Restate each line below word for word, skipping every picture.

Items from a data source
================
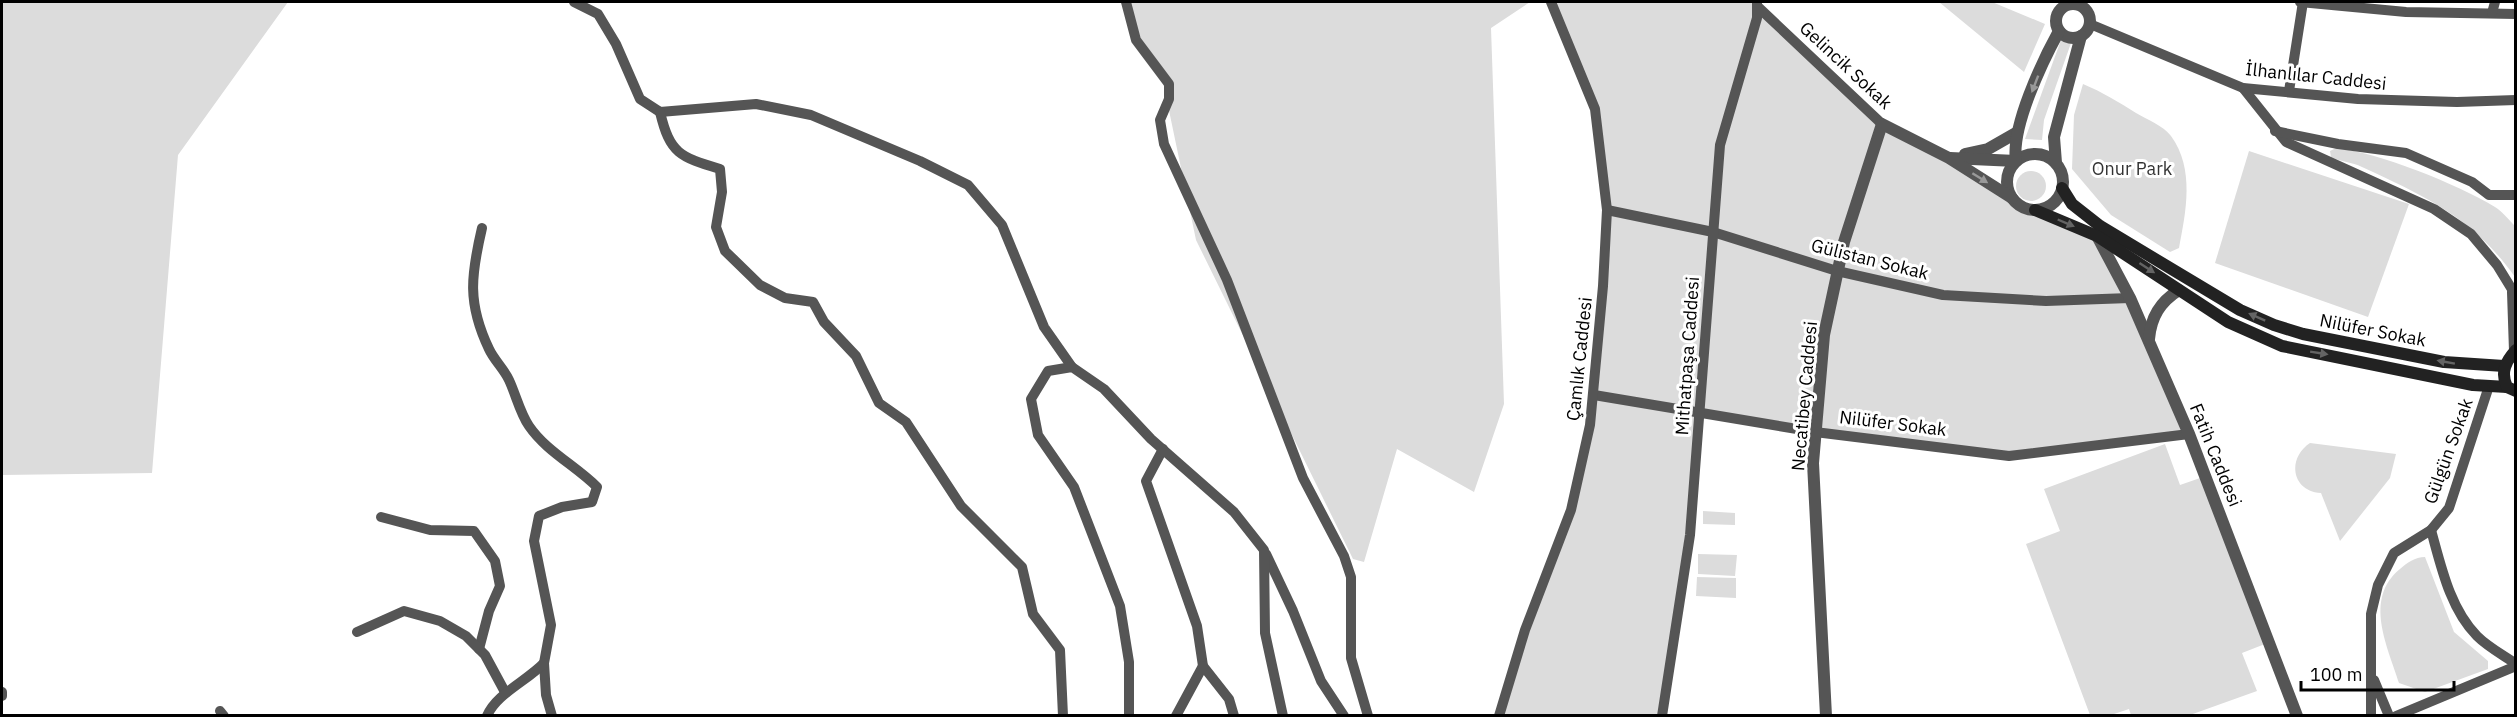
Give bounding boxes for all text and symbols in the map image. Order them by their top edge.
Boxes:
street label: Gelincik Sokak [1795,16,1897,114]
street label: İlhanlılar Caddesi [2244,57,2388,95]
one-way arrow [2030,75,2040,93]
park label: Onur Park [2092,157,2173,180]
one-way arrow [1972,172,1988,183]
one-way arrow [2058,218,2076,228]
street label: Gülistan Sokak [1809,233,1932,285]
one-way arrow [2139,262,2155,273]
street label: Mithatpaşa Caddesi [1670,276,1704,436]
street label: Çamlık Caddesi [1561,296,1597,422]
street label: Nilüfer Sokak [2318,308,2429,352]
one-way arrow [2248,312,2266,322]
street label: Necatibey Caddesi [1786,320,1822,472]
one-way arrow [2310,349,2329,358]
one-way arrow [2437,357,2456,366]
street label: Gülgün Sokak [2418,395,2478,507]
street label: Fatih Caddesi [2185,400,2247,510]
street label: Nilüfer Sokak [1838,405,1948,441]
scale bar [2301,654,2454,692]
text: 100 m [2310,663,2362,686]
================
ANSWER TO THE EXERCISE |
Give bounding boxes for all text and symbols in the map image. Order them by their top edge.
Boxes:
street label: Gelincik Sokak [1795,16,1897,114]
street label: İlhanlılar Caddesi [2244,57,2388,95]
one-way arrow [2030,75,2040,93]
park label: Onur Park [2092,157,2173,180]
one-way arrow [1972,172,1988,183]
one-way arrow [2058,218,2076,228]
street label: Gülistan Sokak [1809,233,1932,285]
one-way arrow [2139,262,2155,273]
street label: Mithatpaşa Caddesi [1670,276,1704,436]
street label: Çamlık Caddesi [1561,296,1597,422]
street label: Nilüfer Sokak [2318,308,2429,352]
one-way arrow [2248,312,2266,322]
street label: Necatibey Caddesi [1786,320,1822,472]
one-way arrow [2310,349,2329,358]
one-way arrow [2437,357,2456,366]
street label: Gülgün Sokak [2418,395,2478,507]
street label: Fatih Caddesi [2185,400,2247,510]
street label: Nilüfer Sokak [1838,405,1948,441]
scale bar [2301,654,2454,692]
text: 100 m [2310,663,2362,686]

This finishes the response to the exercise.